Neither group were well known before the attacks but the government has come under heavy criticism for not heeding intelligence warnings of the bombings, including one from India's spy service hours before the attacks.

Also read: Top defence official in Sri Lanka admits failure, resigns

On Friday, Sirisena said the government led by premier Wickremesinghe should take responsibility for the attacks and that prior information warning of attacks was not shared with him.

Gun battle

More than 100 people, including foreigners from Syria and Egypt, have been detained for questioning for questioning over the Easter attacks.

The Sri Lankan military said at least 15 people were killed during a fierce gun battle with militants on the east coast on Friday, including six children.

In an apparent reference to the three men, the militant Islamic State group said on Sunday that three of its members had clashed with Sri Lankan police for several hours on Friday before detonating their explosive vests. It did not name them.

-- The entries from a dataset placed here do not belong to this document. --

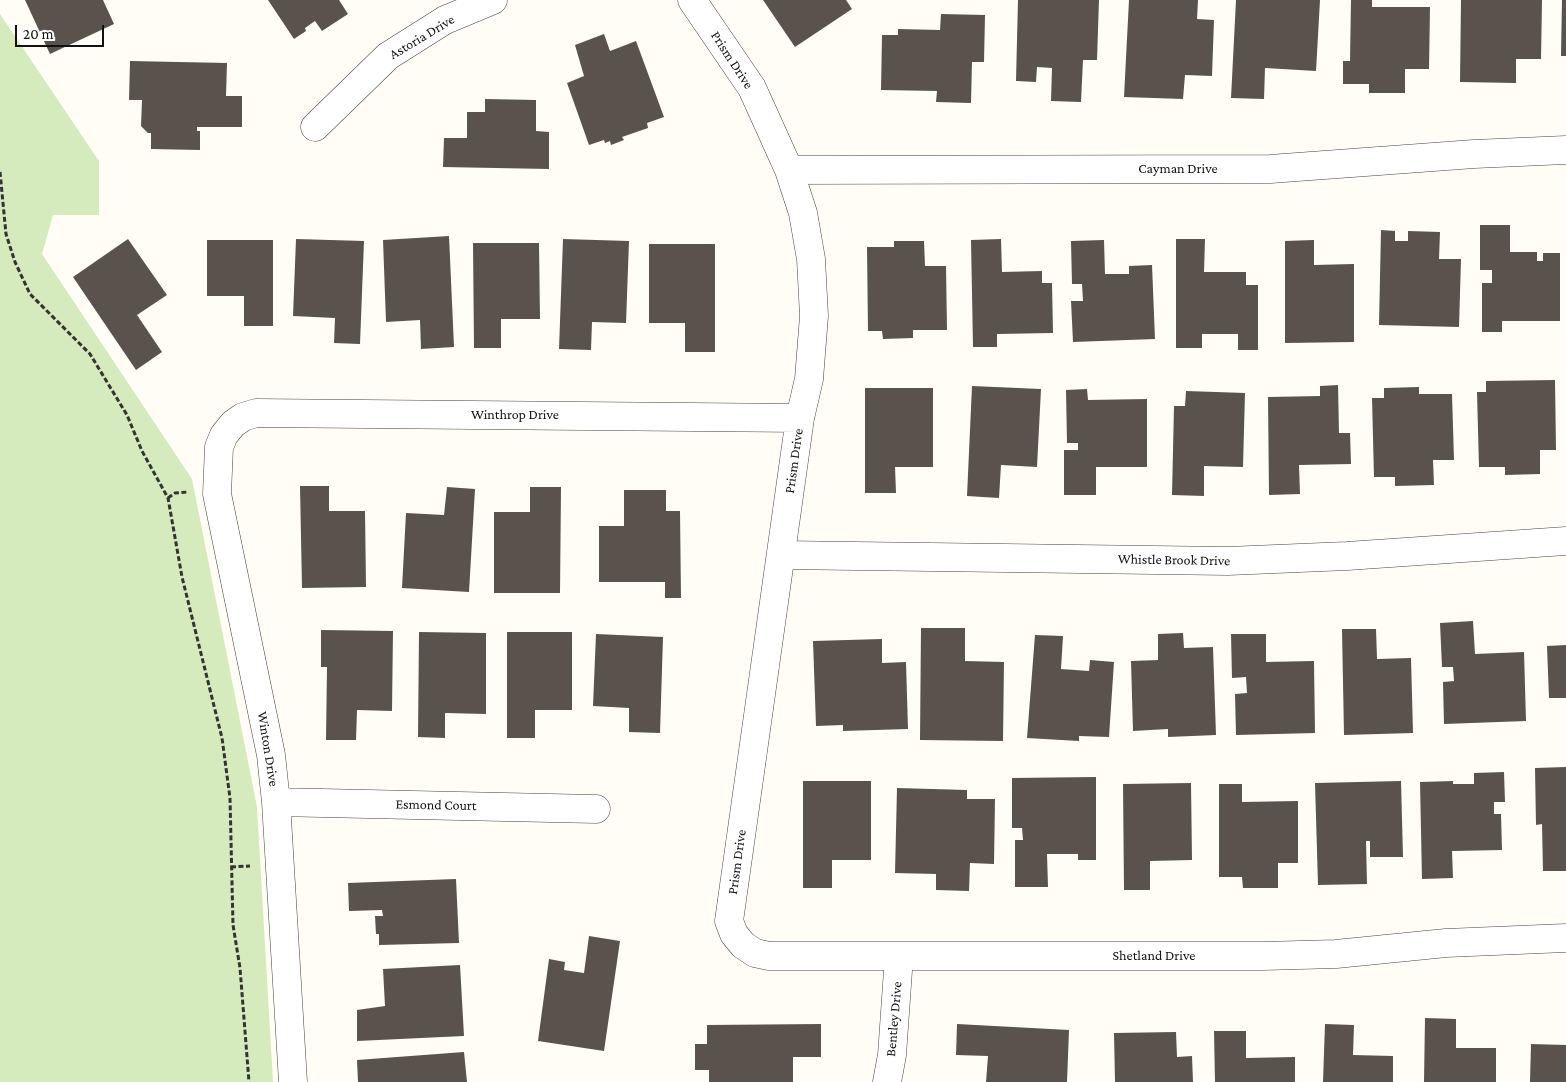 <!DOCTYPE html>
<style>
body{margin:0}
#map{position:relative;width:1566px;height:1082px;overflow:hidden;background:#fffdf5;font-family:"Crimson Pro",serif}
canvas{display:block}
.scale{position:absolute;left:15px;top:25px;width:89px;height:22px;box-sizing:border-box;border:2px solid #111;border-top:0;padding-left:6px;font-size:15px;line-height:18px;white-space:nowrap;color:#111;-webkit-text-stroke:4px #fff;paint-order:stroke}
</style>
<div id="map">
<canvas width="1566" height="1082"></canvas>
<div class="scale">20 m</div>
</div>
<script>
const ctx = document.querySelector('canvas').getContext('2d');
ctx.lineJoin = 'round';
function fillPath(path, color) { ctx.fillStyle = color; ctx.fill(path, 'evenodd'); }
const poly = rows => new Path2D(rows.map(r => 'M' + r).join(''));
function stroke(path, color, width, dash) { ctx.strokeStyle = color; ctx.lineWidth = width; ctx.lineCap = dash ? 'butt' : 'round'; ctx.setLineDash(dash || []); ctx.stroke(path); }
function write(font, color, halo, rows, align = 'center') {
  ctx.font = font + ' "Crimson Pro",serif'; ctx.lineWidth = 5; ctx.setLineDash([]); ctx.textBaseline = 'middle'; ctx.strokeStyle = halo; ctx.fillStyle = color; for (const [text, x, y, turn = 0] of rows) {
    ctx.save(); ctx.translate(x, y); ctx.rotate((+turn || 0) * Math.PI / 180); ctx.textAlign = isNaN(turn) ? turn : align; if (halo) ctx.strokeText(text, 0, 0); ctx.fillText(text, 0, 0); ctx.restore();
  }
}
fillPath(poly([
 [0,14,99,161,99,215,53,215,42,254,192,479,257,807,273,1082,0,1082]
]), '#d5ebbd');
fillPath(poly([
 [25,0,103,0,114,24,50,54],
 [268,0,339,0,348,14,322,31,315,21,305,28,306,31,294,39],
 [763,0,846,0,852,9,795,47],
 [1018,0,1099,0,1097,60,1083,60,1081,102,1051,101,1052,68,1037,67,1036,82,1016,81],
 [1129,0,1198,0,1197,19,1214,20,1212,76,1185,75,1183,99,1124,97],
 [1236,0,1320,0,1316,71,1265,68,1264,99,1231,98],
 [1351,0,1372,0,1372,7,1430,7,1429,69,1405,69,1405,93,1369,93,1369,84,1343,84,1343,61,1350,61],
 [1461,0,1542,0,1541,59,1516,59,1516,83,1460,82],
 [1562,0,1566,0,1566,56,1561,56],
 [941,14,985,15,984,62,972,62,971,103,936,102,937,91,881,90,882,35,898,35,898,29,940,30],
 [604,34,610,51,636,41,664,117,647,123,648,128,622,137,624,140,611,145,610,141,605,143,604,140,589,145,567,83,584,76,575,45],
 [130,61,227,63,226,96,242,96,242,127,197,127,197,131,200,131,200,150,151,149,151,133,148,133,141,126,142,100,129,100],
 [485,99,536,100,536,131,549,132,549,169,443,167,444,138,467,138,467,112,485,112],
 [1480,225,1510,225,1510,252,1537,252,1537,261,1543,261,1543,253,1560,253,1560,321,1502,321,1502,332,1482,332,1482,283,1492,283,1492,270,1480,270],
 [1381,230,1395,231,1395,241,1408,241,1408,231,1440,232,1439,259,1461,259,1459,327,1379,325],
 [449,236,454,347,421,349,420,320,386,322,383,240],
 [128,239,167,295,137,315,162,352,136,370,73,277],
 [296,239,364,241,360,344,334,343,335,318,293,316],
 [563,239,629,241,626,323,592,322,591,350,559,349],
 [1001,239,1002,272,1042,271,1042,283,1052,283,1053,333,997,334,997,347,973,347,971,240],
 [1176,239,1205,239,1204,272,1246,272,1246,285,1258,285,1258,350,1238,350,1238,334,1202,334,1202,348,1176,348],
 [207,240,273,240,273,326,244,326,244,296,207,296],
 [1104,240,1105,274,1129,274,1129,266,1152,265,1155,339,1073,342,1071,301,1083,301,1082,284,1072,284,1071,241],
 [1314,240,1314,265,1354,264,1354,342,1285,343,1285,241],
 [894,241,924,241,925,266,946,266,947,330,913,330,913,338,883,339,882,331,868,331,867,247,894,247],
 [473,243,539,243,540,319,501,319,501,348,474,348],
 [649,244,715,244,715,352,685,352,685,323,649,323],
 [1555,380,1556,450,1540,450,1540,474,1505,475,1505,467,1479,467,1477,392,1486,392,1486,381],
 [1338,385,1339,433,1350,433,1351,464,1299,465,1300,494,1269,495,1268,397,1320,396,1320,386],
 [972,386,1041,389,1037,467,1001,465,999,498,967,496],
 [1419,387,1419,394,1452,394,1454,460,1433,460,1434,485,1395,486,1395,477,1374,477,1372,398,1384,398,1384,388],
 [865,388,933,388,933,467,895,467,896,493,865,493],
 [1087,389,1088,400,1147,399,1147,467,1096,467,1096,495,1064,495,1064,450,1078,450,1078,443,1067,443,1066,390],
 [1186,391,1245,393,1243,467,1204,466,1204,496,1172,495,1174,406,1185,406],
 [300,486,329,486,329,511,365,511,366,587,302,588],
 [447,487,475,489,469,592,402,588,406,513,444,515],
 [530,487,561,487,560,593,494,593,494,512,530,512],
 [624,490,666,490,666,511,680,511,681,598,665,598,665,582,599,582,599,526,624,526],
 [1473,621,1475,654,1524,652,1526,721,1444,724,1443,682,1454,681,1453,667,1442,667,1440,623],
 [921,628,965,628,965,661,1004,662,1003,741,920,740],
 [1342,629,1376,629,1377,659,1411,658,1413,733,1344,735],
 [321,630,393,631,392,711,357,710,356,740,326,740,327,667,321,667],
 [419,632,486,633,486,714,445,713,445,738,418,737],
 [507,632,572,632,572,710,535,710,535,738,507,738],
 [1183,633,1184,648,1213,647,1216,735,1168,737,1168,729,1133,731,1131,661,1158,660,1158,634],
 [596,634,663,637,660,733,629,732,629,708,593,706],
 [1231,634,1266,634,1266,662,1314,661,1315,733,1236,735,1235,694,1247,693,1246,677,1232,678],
 [1035,635,1063,636,1061,669,1089,671,1090,660,1114,662,1109,737,1079,736,1079,741,1027,738],
 [882,639,882,663,906,662,908,729,843,731,843,725,816,726,813,641],
 [1566,645,1566,698,1549,698,1547,646],
 [1566,767,1566,871,1543,871,1542,824,1536,825,1535,768],
 [1504,772,1505,802,1494,802,1494,814,1501,814,1502,850,1452,851,1453,878,1422,879,1420,782,1453,781,1453,784,1474,784,1474,773],
 [1096,777,1096,860,1078,860,1078,854,1047,854,1048,887,1015,887,1015,840,1023,840,1022,828,1012,828,1012,778],
 [803,781,871,781,871,860,832,860,832,888,803,888],
 [1401,781,1403,857,1370,857,1370,841,1366,841,1367,884,1318,885,1315,783],
 [1191,783,1192,860,1150,861,1150,890,1124,890,1123,784],
 [1219,784,1242,784,1242,802,1298,801,1298,863,1278,863,1278,888,1243,888,1242,877,1219,877],
 [897,788,967,790,967,799,995,799,994,864,970,863,969,891,936,890,936,874,895,873],
 [456,879,459,943,379,945,379,934,376,934,375,916,383,916,382,910,349,911,348,883],
 [589,936,620,941,604,1051,538,1041,549,959,565,962,564,970,584,973],
 [460,965,464,1036,357,1041,357,1010,385,1006,383,969],
 [1425,1018,1456,1019,1456,1048,1496,1048,1496,1082,1424,1082],
 [821,1024,821,1057,793,1057,793,1082,709,1082,709,1070,695,1070,695,1044,707,1044,707,1025],
 [957,1024,1069,1030,1067,1082,986,1082,988,1056,956,1055],
 [1325,1024,1354,1025,1353,1055,1393,1056,1393,1082,1323,1082],
 [1214,1031,1246,1031,1246,1058,1295,1057,1295,1082,1215,1082],
 [1176,1032,1177,1057,1192,1056,1193,1082,1115,1082,1114,1033],
 [1531,1044,1566,1045,1566,1082,1530,1082],
 [464,1052,467,1082,358,1082,357,1060]
]), '#5a524d');
const minor = poly([
 [692,0,752,88,789,170,803,213,811,259,814,316,809,379,800,418,729,921,734,934,743,945,755,953,769,956,1263,956,1336,954,1446,943,1566,938],
 [315,127,388,56,445,20,493,0],
 [789,170,1270,169,1474,154,1566,150],
 [781,555,1228,561,1347,556,1566,541],
 [276,802,596,809],
 [293,1082,276,802,271,755,217,494,219,447,224,435,233,424,243,417,256,413,800,418],
 [887,1082,892,1055,899,956]
]);
stroke(minor, '#444', 29);
stroke(poly([
 [0,172,6,234,15,262,30,294,90,354,127,415,142,451,168,498,182,577,222,738,230,798,233,925,240,968,249,1082],
 [168,498,175,493,188,492],
 [231,867,250,866]
]), '#333', 3, [5, 2.5]);
stroke(minor, '#fff', 28);
write('14px', '#111', '#fff', [
 ["Astoria Drive",422,37,-31],
 ["Prism Drive",732,60,57],
 ["Cayman Drive",1178,169],
 ["Winthrop Drive",515,415],
 ["Prism Drive",794,461,-82],
 ["Whistle Brook Drive",1174,560,1],
 ["Winton Drive",268,749,81],
 ["Esmond Court",436,805,1],
 ["Prism Drive",737,862,-82],
 ["Shetland Drive",1154,956],
 ["Bentley Drive",894,1019,-85]
]);
</script>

The group's news agency Amaq said 17 policemen were killed or injured in that battle. It did not give any evidence.

Sri Lanka's 22 million population is majority Buddhist and includes minority Christians, Muslims and Hindus.

At the Kingsbury Hotel in Colombo where one of the bombs went off last Sunday, Buddhist monks, some as young as 10 and senior clergy, performed rituals in a tribute to the victims.